I suspect the illegal_state_exception happens when elasticsearch assumes the field will be a string, but it's an object, and mapper_parsing_exception happens when it's an object but elasticsearch expects a field. Working from there, I've come up with this template so far:

{
  "cloudwatch": {
    "order": 0,
    "index_patterns": [
      "*cwl*"
    ],
    "settings": {
      "index": {
        "mapping": {
          "ignore_malformed": "true"
        }
      }
    },
    "mappings": {
      "CloudWatchLogs": {
        "dynamic_templates": [
          {
            "deep_objects": {
              "match_mapping_type": "object",
              "path_match": "*.*.*",
              "mapping": {
                "type": "object",
                "enabled": false,
                "ignore_malformed": "true"
              }
            }
          },
          {
            "malformed": {
              "match_mapping_type": "*",
              "mapping": {
                "ignore_malformed": "true"
              }
            }
          }
        ]
      }
    },
    "aliases": {}
  }
}

As you can see, I've applied a template to stop mapping objects after a certain depth in order to prevent mapping explosion. That seems to have worked pretty well. After a bunch of searching, I thought I'd be able to recover from these mapping errors by setting every field to ignore_malformed via index-wide settings, but that doesn't seem to have helped. Neither does creating that catch-all dynamic mapping to ignore_malformed. The indexes come out looking something like this:

{
  "stageName.cwl-2018.09.21": {
    "aliases": {},
    "mappings": {
      "CloudWatchLogs": {
        "dynamic_templates": [
          {
            "deep_objects": {
              "path_match": "*.*.*",
              "match_mapping_type": "object",
              "mapping": {
                "enabled": false,
                "ignore_malformed": "true",
                "type": "object"
              }
            }
          },
          {
            "malformed": {
              "match_mapping_type": "*",
              "mapping": {
                "ignore_malformed": "true"
              }
            }
          }
        ],
        "properties": {
          "@id": {
            "type": "text"
          },
          "@log_group": {
            "type": "text"
          },
          "@log_stream": {
            "type": "text"
          },
          "@message": {
            "type": "text"
          },
          "@owner": {
            "type": "text"
          },
          "@timestamp": {
            "type": "date",
            "ignore_malformed": true
          },
          "awsLambdaRequestId": {
            "type": "text"
          },
          "awsRequestId": {
            "type": "text"
          },
          "aws_request_id": {
            "type": "text"
          },

I can see that something is marking some fields with ignore_malformed, but my index-wide setting and catch-all don't seem to be having any effect at all.
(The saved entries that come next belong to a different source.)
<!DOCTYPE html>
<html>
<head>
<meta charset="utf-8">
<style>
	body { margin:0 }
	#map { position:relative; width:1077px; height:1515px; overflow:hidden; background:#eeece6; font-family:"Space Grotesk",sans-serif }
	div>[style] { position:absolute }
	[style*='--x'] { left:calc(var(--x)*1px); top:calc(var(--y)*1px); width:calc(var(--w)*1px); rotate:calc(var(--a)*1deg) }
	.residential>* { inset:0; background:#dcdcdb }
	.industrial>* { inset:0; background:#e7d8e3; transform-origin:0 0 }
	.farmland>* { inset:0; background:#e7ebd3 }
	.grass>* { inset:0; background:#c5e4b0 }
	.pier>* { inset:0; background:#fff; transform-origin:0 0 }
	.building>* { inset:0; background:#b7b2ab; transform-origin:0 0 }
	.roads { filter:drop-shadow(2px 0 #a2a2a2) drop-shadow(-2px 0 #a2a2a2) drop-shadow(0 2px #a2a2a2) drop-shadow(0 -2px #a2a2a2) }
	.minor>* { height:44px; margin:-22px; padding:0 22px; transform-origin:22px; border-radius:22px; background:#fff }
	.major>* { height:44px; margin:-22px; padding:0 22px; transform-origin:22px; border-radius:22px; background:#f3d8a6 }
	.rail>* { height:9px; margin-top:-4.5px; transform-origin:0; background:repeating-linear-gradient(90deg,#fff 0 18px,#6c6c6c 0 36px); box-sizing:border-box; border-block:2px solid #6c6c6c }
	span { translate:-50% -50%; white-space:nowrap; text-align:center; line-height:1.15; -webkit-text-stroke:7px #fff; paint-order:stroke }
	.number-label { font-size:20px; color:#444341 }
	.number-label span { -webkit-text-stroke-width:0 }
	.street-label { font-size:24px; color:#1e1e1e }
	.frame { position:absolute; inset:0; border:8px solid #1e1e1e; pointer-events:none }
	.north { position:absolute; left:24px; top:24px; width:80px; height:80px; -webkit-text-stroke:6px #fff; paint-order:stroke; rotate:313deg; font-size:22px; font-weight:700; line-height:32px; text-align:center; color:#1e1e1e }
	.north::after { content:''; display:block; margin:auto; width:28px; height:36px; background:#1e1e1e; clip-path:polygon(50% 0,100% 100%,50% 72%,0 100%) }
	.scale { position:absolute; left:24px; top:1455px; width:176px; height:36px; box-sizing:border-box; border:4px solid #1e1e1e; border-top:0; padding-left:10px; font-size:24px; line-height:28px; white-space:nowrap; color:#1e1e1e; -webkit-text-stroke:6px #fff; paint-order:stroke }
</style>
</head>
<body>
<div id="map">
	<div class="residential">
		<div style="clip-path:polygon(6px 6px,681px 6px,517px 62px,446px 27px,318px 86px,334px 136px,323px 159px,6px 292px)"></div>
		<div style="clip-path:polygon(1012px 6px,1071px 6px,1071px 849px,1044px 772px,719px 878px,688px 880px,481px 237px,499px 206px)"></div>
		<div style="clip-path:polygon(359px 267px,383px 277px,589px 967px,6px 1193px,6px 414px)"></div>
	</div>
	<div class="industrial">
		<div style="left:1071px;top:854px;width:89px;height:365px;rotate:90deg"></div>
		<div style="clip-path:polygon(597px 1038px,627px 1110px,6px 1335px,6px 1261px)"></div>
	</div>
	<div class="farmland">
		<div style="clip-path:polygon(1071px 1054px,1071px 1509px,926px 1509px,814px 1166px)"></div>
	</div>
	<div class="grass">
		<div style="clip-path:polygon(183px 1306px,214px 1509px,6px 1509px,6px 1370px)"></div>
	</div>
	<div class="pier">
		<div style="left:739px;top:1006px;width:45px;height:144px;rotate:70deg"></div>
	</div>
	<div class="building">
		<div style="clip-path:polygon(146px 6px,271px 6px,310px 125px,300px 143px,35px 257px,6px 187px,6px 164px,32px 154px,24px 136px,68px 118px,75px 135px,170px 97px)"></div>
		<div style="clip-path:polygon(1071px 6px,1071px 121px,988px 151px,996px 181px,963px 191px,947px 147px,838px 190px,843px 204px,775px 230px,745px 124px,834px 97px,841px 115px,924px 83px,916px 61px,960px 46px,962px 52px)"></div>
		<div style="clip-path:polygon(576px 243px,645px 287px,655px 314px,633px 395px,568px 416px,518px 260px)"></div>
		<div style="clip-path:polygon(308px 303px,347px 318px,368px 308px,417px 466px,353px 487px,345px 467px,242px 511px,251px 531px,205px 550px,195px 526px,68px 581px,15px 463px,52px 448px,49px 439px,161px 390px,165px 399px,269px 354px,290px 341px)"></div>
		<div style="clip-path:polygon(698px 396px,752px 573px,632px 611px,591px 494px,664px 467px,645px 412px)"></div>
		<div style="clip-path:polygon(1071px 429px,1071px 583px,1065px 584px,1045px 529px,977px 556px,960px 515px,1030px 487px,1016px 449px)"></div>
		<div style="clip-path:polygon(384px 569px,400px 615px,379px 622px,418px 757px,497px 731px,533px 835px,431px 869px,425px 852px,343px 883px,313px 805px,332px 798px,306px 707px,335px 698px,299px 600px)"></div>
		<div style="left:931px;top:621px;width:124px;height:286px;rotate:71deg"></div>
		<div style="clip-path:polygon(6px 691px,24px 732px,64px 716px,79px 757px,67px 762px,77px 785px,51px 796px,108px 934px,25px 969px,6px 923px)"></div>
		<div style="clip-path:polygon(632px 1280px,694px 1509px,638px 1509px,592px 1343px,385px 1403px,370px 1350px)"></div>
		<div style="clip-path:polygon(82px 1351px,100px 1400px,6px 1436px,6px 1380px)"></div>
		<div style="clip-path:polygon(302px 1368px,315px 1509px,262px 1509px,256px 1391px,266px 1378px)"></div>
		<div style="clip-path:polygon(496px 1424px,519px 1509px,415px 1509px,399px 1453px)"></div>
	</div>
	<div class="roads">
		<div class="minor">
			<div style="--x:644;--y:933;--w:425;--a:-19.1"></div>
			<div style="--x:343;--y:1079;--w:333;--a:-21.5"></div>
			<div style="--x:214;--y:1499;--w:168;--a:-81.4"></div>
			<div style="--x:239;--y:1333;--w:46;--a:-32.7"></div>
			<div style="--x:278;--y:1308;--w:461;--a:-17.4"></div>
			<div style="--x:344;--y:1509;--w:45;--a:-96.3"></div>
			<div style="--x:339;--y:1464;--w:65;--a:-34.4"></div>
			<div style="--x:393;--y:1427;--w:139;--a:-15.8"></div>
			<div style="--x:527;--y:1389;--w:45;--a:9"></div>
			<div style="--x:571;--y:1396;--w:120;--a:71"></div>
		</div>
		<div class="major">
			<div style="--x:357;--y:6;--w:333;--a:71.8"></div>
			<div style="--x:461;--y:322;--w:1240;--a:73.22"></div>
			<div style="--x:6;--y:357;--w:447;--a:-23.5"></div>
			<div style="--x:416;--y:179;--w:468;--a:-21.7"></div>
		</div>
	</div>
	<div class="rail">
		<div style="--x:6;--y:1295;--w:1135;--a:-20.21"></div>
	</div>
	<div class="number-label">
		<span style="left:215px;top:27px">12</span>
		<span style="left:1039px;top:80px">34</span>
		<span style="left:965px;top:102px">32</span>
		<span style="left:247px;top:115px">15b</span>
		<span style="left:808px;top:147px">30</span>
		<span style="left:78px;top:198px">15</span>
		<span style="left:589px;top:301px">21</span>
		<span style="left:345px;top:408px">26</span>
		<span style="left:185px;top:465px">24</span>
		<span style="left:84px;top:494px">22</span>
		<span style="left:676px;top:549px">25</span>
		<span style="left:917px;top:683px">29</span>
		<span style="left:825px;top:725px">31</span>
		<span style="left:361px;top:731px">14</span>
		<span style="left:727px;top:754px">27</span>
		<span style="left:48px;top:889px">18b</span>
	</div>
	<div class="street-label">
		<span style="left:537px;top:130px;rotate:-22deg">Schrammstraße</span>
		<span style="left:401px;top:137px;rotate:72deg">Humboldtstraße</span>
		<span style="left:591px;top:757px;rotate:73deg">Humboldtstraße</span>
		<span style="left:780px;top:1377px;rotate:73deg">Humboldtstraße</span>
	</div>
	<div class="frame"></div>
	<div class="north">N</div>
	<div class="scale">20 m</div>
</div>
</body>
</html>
Now, to be honest, I couldn't care less what the value of 'dialog' is when it shows up in elasticsearch. It's not incredibly important and I doubt it's something we will ever need to search for or run metrics on. My problem is that there's a LOT of other contextual data that's being logged during these messages and that stuff is just getting dropped.

I am beginning to think that the only way to get around these errors is to try to coordinate an entire team of developers working in different code bases in different languages to log their fields in the same format, which sounds like a nightmare. Can anyone help me out here? Am I doing something wrong with these dynamic mappings? Is there any other way around this?

Ok, circling back to answer my own question.

What I was trying to do, keep all services' logs in the same daily index, was unnecessary. I reworked the lambda log forwarder to store each service's logs in a service-specific daily index. Now, instead of trying to force everyone to log common fields in the same format, I expect (somewhat erroneously) each service to log its own logs consistently, then create an index pattern over all of them in Kibana. Some services are still logging conflicting formats and preventing their own logs from reaching elasticsearch, but the problems have been greatly reduced.

This topic was automatically closed 28 days after the last reply. New replies are no longer allowed.